En este contexto, cabe señalar las características de la sociedad del conocimiento como son: la ausencia de fronteras (el conocimiento viaja sin ninguna posibilidad de muros), la existencia de una movilidad ascendente (es fácil adquirir educación) y los medios de producción están a la mano (se requiere siempre el conocimiento para desarrollar la tarea); todo esto atravesado, impregnado, por las apuestas digitales que han permitido que este mismo conocimiento, y esta sociedad de la nueva economía pueda ser cada vez más productiva, competitiva e innovadora.

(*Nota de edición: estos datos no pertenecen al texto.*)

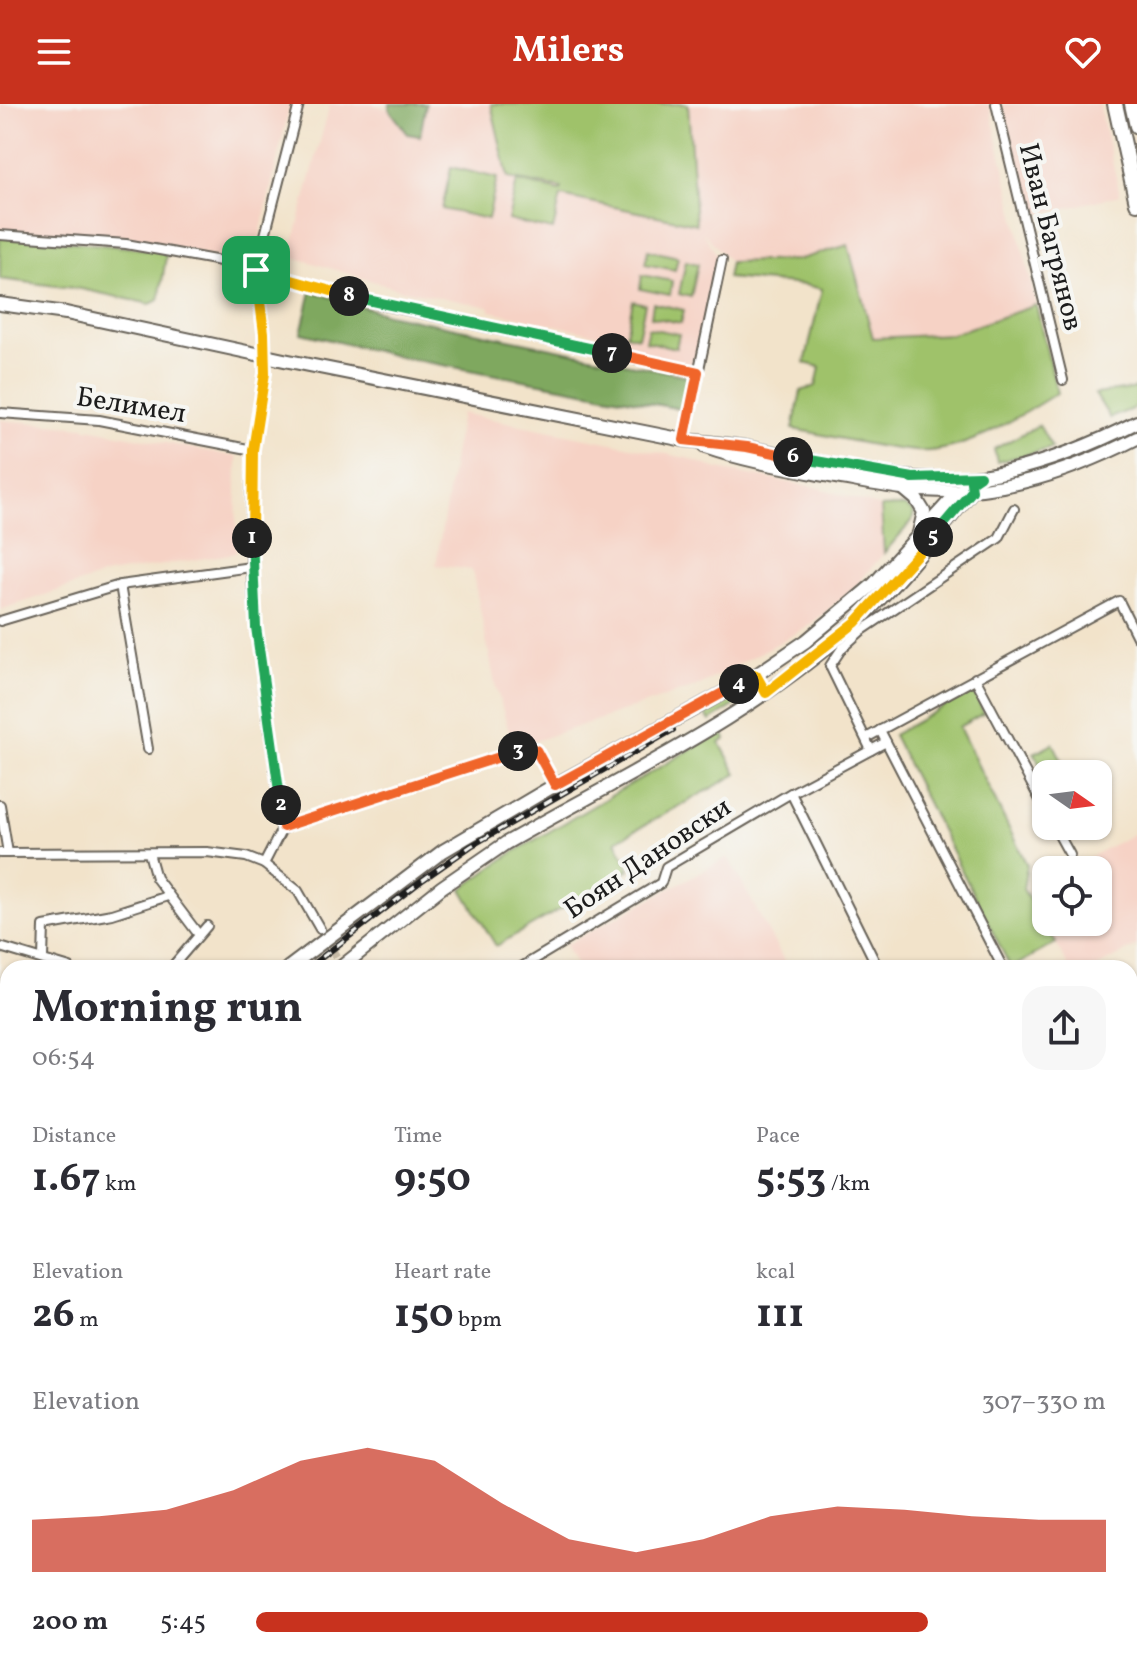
<!DOCTYPE html>
<html lang="en">
<head>
<meta charset="utf-8">
<style>
  :root { --surface:#fff; --page:#f7f7f7; --text:#2b2b33; --muted:#7c7c81; --accent:#c8321e }
  body { margin:0; font-family:Vollkorn,serif; background:var(--page); color:var(--text); height:100vh; display:flex; flex-direction:column; font-size:30px; white-space:nowrap }
  * { box-sizing:border-box; margin:0 }
  p { font-size:26px; color:var(--muted) }
  .icon { flex:none; width:44px; height:44px; fill:none; stroke:currentColor; stroke-width:2; stroke-linecap:round; stroke-linejoin:round }
  .map { position:relative; flex:1; overflow:hidden }
  .sheet { position:absolute; left:0px; top:856px; width:1138px; height:708px; display:flex; flex-direction:column; background:var(--surface); border-radius:24px 24px 0 0; box-shadow:0 2px 6px #0004 }
  .sheet>* { flex:none }
  .needle { width:52px; rotate:104deg }
  .tools { position:absolute; left:1032px; top:656px; display:grid; gap:16px }
  .tools a { display:grid; place-items:center; width:80px; height:80px; border-radius:16px; background:var(--surface); box-shadow:0 2px 6px #0004; font-size:40px }
  .pin { position:absolute; display:grid; place-items:center; width:68px; height:68px; color:#fff; margin:-34px; border-radius:16px; box-shadow:0 4px 12px #0006 }
  .km { position:absolute; width:40px; height:40px; margin:-20px; border-radius:50%; background:#222; color:#fff; font-size:22px; line-height:40px; text-align:center }
  .round { display:grid; place-items:center; flex:none; width:84px; height:84px; border-radius:24px; background:var(--page) }
  .headline { display:flex; align-items:center; justify-content:space-between; height:136px; padding:0 32px }
  h1 { font-size:44px; font-weight:700; line-height:60px }
  .figures { display:grid; grid-template-columns:repeat(3,1fr); gap:12px; height:136px; padding:8px 32px }
  .figures div { display:grid; align-content:center }
  .figures b { font-size:40px; font-weight:700 }
  .figures small { font-size:22px; font-weight:400 }
  .figures p { font-size:22px }
  .chart { height:224px; padding:16px 32px }
  .chart p { display:flex; justify-content:space-between }
  .chart svg { width:100%; height:144px; margin-top:8px; fill:var(--accent); opacity:.7 }
  ul { padding:0 32px; list-style:none; font-size:26px }
  li { display:grid; grid-template-columns:128px 96px 1fr; align-items:center; height:60px }
  li i { height:20px; border-radius:10px; background:var(--accent) }
  header { display:flex; justify-content:space-between; align-items:center; height:104px; padding:0 32px; background:var(--accent); color:#fff; font-size:36px; font-weight:700 }
  .map>svg:first-child { display:block }
  .built { fill:#f6d2c5 }
  .green { fill:#9fc26b; stroke:#5e6f44; stroke-width:2 }
  .forest { fill:#7fa85f; stroke:#4e623e; stroke-width:2 }
  .lines { fill:none; stroke-linecap:round; stroke-linejoin:round }
  .river { stroke:#48b1c7; stroke-width:16 }
  .minor-tunnel { stroke:#c7bba7; stroke-width:8; stroke-dasharray:8 4; stroke-linecap:butt }
  .minor-casing { stroke:#676259; stroke-width:12 }
  .secondary-casing { stroke:#676259; stroke-width:16 }
  .primary-casing { stroke:#676259; stroke-width:18 }
  .minor { stroke:#fff; stroke-width:8 }
  .secondary { stroke:#fff; stroke-width:12 }
  .primary { stroke:#fff; stroke-width:14 }
  .rail-casing { stroke:#1c1c1c; stroke-width:6 }
  .rail { stroke:#f6f6f2; stroke-width:3; stroke-dasharray:9; stroke-linecap:butt }
  .split-1-casing { stroke:#fff; stroke-width:16 }
  .split-2-casing { stroke:#fff; stroke-width:16 }
  .split-3-casing { stroke:#fff; stroke-width:16 }
  .split-4-casing { stroke:#fff; stroke-width:16 }
  .split-5-casing { stroke:#fff; stroke-width:16 }
  .split-6-casing { stroke:#fff; stroke-width:16 }
  .split-7-casing { stroke:#fff; stroke-width:16 }
  .split-8-casing { stroke:#fff; stroke-width:16 }
  .split-9-casing { stroke:#fff; stroke-width:16 }
  .split-1 { stroke:#f5b400; stroke-width:10 }
  .split-2 { stroke:#22a559; stroke-width:10 }
  .split-3 { stroke:#f0652b; stroke-width:10 }
  .split-4 { stroke:#f0652b; stroke-width:10 }
  .split-5 { stroke:#f5b400; stroke-width:10 }
  .split-6 { stroke:#22a559; stroke-width:10 }
  .split-7 { stroke:#f0652b; stroke-width:10 }
  .split-8 { stroke:#22a559; stroke-width:10 }
  .split-9 { stroke:#f5b400; stroke-width:10 }
  .labels { text-anchor:middle; dominant-baseline:central; stroke-width:8; stroke-linejoin:round; paint-order:stroke }
  .street-label { font-size:28px; fill:#1c1c1c; stroke:#f6f6f2 }
</style>
</head>
<body>
<header><svg class="icon" aria-label="menu" viewBox="0 0 24 24"><path d="M4 6h16M4 12h16M4 18h16"/></svg>Milers<svg class="icon" aria-label="heart" viewBox="0 0 24 24"><path d="M12 20l-8-8c-3-5 5-10 8-4 3-6 11-1 8 4z"/></svg></header>
<div class="map">
<svg width="1137" height="1564" viewBox="0 0 1137 1564">
  <rect width="100%" height="100%" fill="#f6f6f2"/>
  <filter id="ink" filterUnits="userSpaceOnUse"><feTurbulence type="fractalNoise" baseFrequency=".0125" numOctaves="2"/><feDisplacementMap in="SourceGraphic" scale="16" xChannelSelector="R" yChannelSelector="G"/><feConvolveMatrix kernelMatrix="1 2 1 2 8 2 1 2 1" color-interpolation-filters="sRGB"/></filter>
  <filter id="wash" filterUnits="userSpaceOnUse"><feTurbulence type="fractalNoise" baseFrequency=".006" numOctaves="4" result="noise"/><feDisplacementMap in="SourceGraphic" scale="32" xChannelSelector="R" yChannelSelector="G"/><feGaussianBlur stdDeviation="1.8" result="paint"/><feColorMatrix in="noise" values="0 0 0 0 0 0 0 0 0 0 0 0 0 0 0 0 0 1.4 0 .05"/><feComposite in="paint" operator="in"/></filter>
  <g filter="url(#wash)">
    <rect width="100%" height="100%" fill="#f2e3ca"/>
    <g class="built">
      <polygon points="0,0 290,0 253,161 128,135 0,127"/>
      <polygon points="330,0 371,0 388,5 390,0 989,0 1036,201 952,230 873,234 848,141 797,156 730,158 701,126 717,151 694,262 619,246 620,235 490,207 490,203 399,185 290,152"/>
      <polygon points="1003,0 1099,0 1120,91 1029,113"/>
      <polygon points="461,309 687,354 718,365 819,384 881,403 884,449 854,484 806,524 698,582 514,644 495,580 472,466 436,461"/>
      <polygon points="0,316 83,323 237,353 236,449 108,470 0,506"/>
      <polygon points="1137,728 1137,842 1095,864 1069,864 1028,786 1046,776 1046,818 1098,818 1098,766 1066,766"/>
      <polygon points="728,753 788,864 577,864 565,841"/>
      <polygon points="217,1556 448,1556 457,1564 212,1564"/>
    </g>
    <g class="green">
      <polygon points="491,0 688,0 696,120 561,92 553,126 508,116 517,77 561,87 562,84 508,74"/>
      <polygon points="451,63 497,74 488,115 442,105"/>
      <polygon points="0,131 167,147 159,196 150,200 81,185 0,175"/>
      <path d="M848 141 873 234 952 230 1036 201 1057 289C1017 313 964 351 915 347 875 344 833 332 793 325L801 287 816 282 820 263 805 259 822 185 805 181 727 174 730 158 797 156Z"/>
      <polygon points="648,146 678,153 675,166 645,160"/>
      <polygon points="686,157 698,160 691,193 679,190"/>
      <polygon points="642,171 672,177 670,191 640,185"/>
      <polygon points="633,197 645,200 638,233 626,230"/>
      <polygon points="653,199 684,206 681,219 651,213"/>
      <polygon points="648,224 679,230 676,244 645,237"/>
      <polygon points="1137,284 1137,303 1110,314 1095,290"/>
      <polygon points="1039,321 1052,344 997,358 994,345"/>
      <polygon points="904,402 914,408 912,417 884,449 881,403"/>
      <polygon points="744,582 751,591 710,617 702,605"/>
      <polygon points="973,586 984,609 959,623 1027,761 1023,785 1056,839 1011,864 893,631"/>
      <polygon points="722,627 726,635 720,639 737,670 616,737 630,765 496,842 462,785 509,751"/>
      <polygon points="1053,639 1069,670 1046,670 1046,672 1034,649"/>
    </g>
    <g class="forest">
      <polygon points="390,0 426,0 420,32 408,30 389,5"/>
      <polygon points="311,187 387,210 688,272 681,305 404,254 301,229"/>
      <polygon points="0,969 8,979 8,1396 0,1395"/>
      <polygon points="1130,1457 1137,1457 1137,1564 467,1564 456,1556 1130,1556"/>
      <polygon points="0,1459 8,1460 8,1556 124,1556 116,1564 0,1564"/>
    </g>
    <g class="lines">
      <g class="river">
        <polyline points="0,1231 8,1238"/>
        <polyline points="598,1556 610,1564"/>
        <polyline points="1052,1556 1058,1564"/>
        <polyline points="921,1564 932,1564"/>
        <polyline points="989,1564 993,1556"/>
      </g>
    </g>
  </g>
  <g filter="url(#ink)">
    <g class="lines">
      <polyline class="minor-tunnel" points="320,825 343,864"/>
      <g class="minor-casing">
        <g id="minor">
          <polyline points="996,0 1063,276"/>
          <polyline points="0,131 126,140 226,158 378,200 698,268"/>
          <polyline points="0,309 99,316 253,346"/>
          <polyline points="684,336 722,156"/>
          <polyline points="120,481 148,645"/>
          <polyline points="0,517 120,481 251,463"/>
          <polyline points="975,574 1046,707"/>
          <polyline points="880,626 1003,864"/>
          <polyline points="866,634 1119,497 1137,533"/>
          <polyline points="871,646 830,562 842,544 861,527 999,434 1014,405"/>
          <polyline points="791,689 878,864"/>
          <polyline points="0,701 8,749"/>
          <polyline points="1054,722 1070,751"/>
          <polyline points="283,723 256,523 251,463 251,391 253,346 265,269 264,229 256,166 299,0"/>
          <polyline points="0,749 207,748 246,753 264,760 283,723 529,643 536,646 555,681"/>
          <polyline points="149,749 156,774 199,831"/>
          <polyline points="264,760 298,787 320,825"/>
          <polyline points="0,843 70,864"/>
          <polyline points="43,854 44,822 112,810 168,792"/>
          <polyline points="171,864 207,822"/>
          <polyline points="520,864 661,779 666,763 791,689 886,638"/>
          <polyline points="1130,883 1137,879"/>
          <polyline points="0,964 8,973"/>
          <polyline points="1130,1105 1137,1118"/>
          <polyline points="1130,1187 1137,1201"/>
          <polyline points="1130,1366 1137,1362"/>
          <polyline points="0,1403 8,1405"/>
          <polyline points="1130,1457 1137,1457"/>
        </g>
      </g>
      <g class="secondary-casing">
        <g id="secondary">
          <path d="M0 200 66 209 284 256 684 336C706 338 729 340 751 344 826 359 904 383 981 372 1036 364 1088 343 1137 318"/>
          <path d="M705 343C746 357 788 364 830 372 854 376 878 381 902 384 986 396 1063 372 1137 334"/>
          <polyline points="904,385 916,395 924,408 919,429"/>
          <polyline points="288,864 443,747 555,681 756,571 806,537 874,480 959,387 978,374"/>
          <path d="M340 864 442 783 506 739C625 671 753 612 855 519 898 480 935 432 972 387L969 376"/>
          <polyline points="0,1097 8,1091"/>
          <polyline points="0,1127 8,1121"/>
        </g>
      </g>
      <g class="primary-casing">
        <g id="primary">
          <polyline points="1115,0 1137,99"/>
          <polyline points="1132,0 1137,22"/>
        </g>
      </g>
      <use href="#minor" class="minor"/>
      <use href="#secondary" class="secondary"/>
      <use href="#primary" class="primary"/>
      <g class="rail-casing">
        <g id="rail">
          <polyline points="308,864 421,777 471,742 673,626"/>
          <polyline points="0,1108 8,1101"/>
        </g>
      </g>
      <use href="#rail" class="rail"/>
    </g>
  </g>
  <g class="lines" filter="url(#ink)">
    <g class="split-1-casing">
      <polyline id="split-1" points="252,434 253,346 265,269 264,229 256,166"/>
    </g>
    <g class="split-2-casing">
      <polyline id="split-2" points="252,434 256,523 281,701"/>
    </g>
    <g class="split-3-casing">
      <polyline id="split-3" points="281,701 283,723 518,647"/>
    </g>
    <g class="split-4-casing">
      <polyline id="split-4" points="518,647 529,643 536,646 555,681 739,580"/>
    </g>
    <g class="split-5-casing">
      <polyline id="split-5" points="739,580 756,571 766,589 856,518 933,433"/>
    </g>
    <g class="split-6-casing">
      <polyline id="split-6" points="793,353 913,374 980,372 971,378 972,387 933,433"/>
    </g>
    <g class="split-7-casing">
      <polyline id="split-7" points="612,249 698,268 684,336 747,343 793,353"/>
    </g>
    <g class="split-8-casing">
      <polyline id="split-8" points="349,192 612,249"/>
    </g>
    <g class="split-9-casing">
      <polyline id="split-9" points="256,166 349,192"/>
    </g>
    <use href="#split-1" class="split-1"/>
    <use href="#split-2" class="split-2"/>
    <use href="#split-3" class="split-3"/>
    <use href="#split-4" class="split-4"/>
    <use href="#split-5" class="split-5"/>
    <use href="#split-6" class="split-6"/>
    <use href="#split-7" class="split-7"/>
    <use href="#split-8" class="split-8"/>
    <use href="#split-9" class="split-9"/>
  </g>
  <g class="labels">
    <g class="street-label">
      <text transform="translate(1050 133) rotate(76)">Иван Багрянов</text>
      <text transform="translate(131 302) rotate(9)">Белимел</text>
      <text transform="translate(648 755) rotate(-34)">Боян Дановски</text>
    </g>
  </g>
</svg>
<div class="tools">
<a><svg class="needle" viewBox="-14 -14 28 28"><path d="M0-13l5 13h-10z" fill="#e53935"/><path d="M0 13l5-13h-10z" fill="#7c7c81"/></svg></a>
<a><svg class="icon" aria-label="locate" viewBox="0 0 24 24"><circle cx="12" cy="12" r="6"/><path d="M12 2v4M12 18v4M2 12h4M18 12h4"/></svg></a>
</div>
<div class="pin" style="left:256px;top:166px;background:#1e9e55"><svg class="icon" aria-label="arrive" viewBox="0 0 24 24"><path d="M6 21V4h12l-3 4 3 4H6"/></svg></div>
<b class="km" style="left:252px;top:434px">1</b>
<b class="km" style="left:281px;top:701px">2</b>
<b class="km" style="left:518px;top:647px">3</b>
<b class="km" style="left:739px;top:580px">4</b>
<b class="km" style="left:933px;top:433px">5</b>
<b class="km" style="left:793px;top:353px">6</b>
<b class="km" style="left:612px;top:249px">7</b>
<b class="km" style="left:349px;top:192px">8</b>
<section class="sheet">
<div class="headline"><div><h1>Morning run</h1><p>06:54</p></div><a class="round"><svg class="icon" aria-label="share" viewBox="0 0 24 24"><path d="M12 15V3M7 8l5-5 5 5M5 13v7h14v-7"/></svg></a></div>
<div class="figures">
<div><p>Distance</p><b>1.67<small> km</small></b></div>
<div><p>Time</p><b>9:50</b></div>
<div><p>Pace</p><b>5:53<small> /km</small></b></div>
</div>
<div class="figures">
<div><p>Elevation</p><b>26<small> m</small></b></div>
<div><p>Heart rate</p><b>150<small> bpm</small></b></div>
<div><p>kcal</p><b>111</b></div>
</div>
<div class="chart"><p><span>Elevation</span>307–330 m</p>
<svg viewBox="0 0 160 44" preserveAspectRatio="none"><path d="M0 44V28L10 27L20 25L30 19L40 10L50 6L60 10L70 23L80 34L90 38L100 34L110 27L120 24L130 25L140 27L150 28L160 28V44z"/></svg>
</div>
<ul>
<li><b>200 m</b>5:45<i style="width:79%"></i></li>
</ul>
</section>
</div>
</body>
</html>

Asumidas las características del cambio de la sociedad actual y en relación con las IES (es decir, con la educación superior) es de resaltar que esta misma resulta tocada, interpelada, por esta nueva sociedad en varios aspectos que podríamos resumir así:

• La mirada que el Estado y la sociedad tienen de las IES: se exige de estas mayor calidad, investigación, cobertura y proyección social. Se demanda mayor logro en la investigación aplicada, en la formación de alto nivel, en la equidad social y en la conexión con el sector productivo. Se evidencia que los cambios sociales son cada día mayores, más profundos y las IES deberán vivir en tensión constante para dar mejores respuestas a estos cambios.

• Cambios en la manera de producir y trabajar: se requieren personas con competencias y conocimientos desarrollados, capaces de interactuar con nuevos modelos de gestión, producción y comercialización. De allí, que los cambios en las IES sean necesarios, y que ese paradigma tradicional de formación sea cuestionado, generando un nuevo reto en el cómo formar a esos trabajadores del presente de la sociedad del conocimiento.
• Se ha dado una amplia diversificación en la institucionalidad de la generación de conocimiento: no sólo el conocimiento se produce hoy en los centros universitarios tradicionales. La hegemonía de las IES tiende a diluirse en la creación de otras formas de generar el conocimiento que requiere la sociedad y que compiten en calidad y desarrollo.

• Se consolida la economía del conocimiento. Este es y será un factor de producción en todo el panorama de la economía mundial. Aquí nace un reto claro para las IES que tendrán que construir sociedades del conocimiento. Ello implica cambios relacionados con la internacionalización de su quehacer misional y con la actualización de sus planes curriculares y de sus propuestas de programas académicos desde las áreas de conocimiento (sin saber ciencia cierta cuáles serán las profesiones del futuro), con una mayor profundidad e impacto de las dinámicas investigativas, con las innovaciones pedagógicas -en coherencia con las tecnologías de la información y comunicación-, y por supuesto, con mejores indicadores de gestión.

Podemos pensar en las diversas amenazas, pero mucho más en las oportunidades para propiciar efectos positivos en el crecimiento económico, inclusión social, equidad y pertinencia de la misma educación superior, solución a problemas sociales, mejor acceso a la información, al conocimiento y a las habilidades, a las competencias y a las experticias profesionales, etc.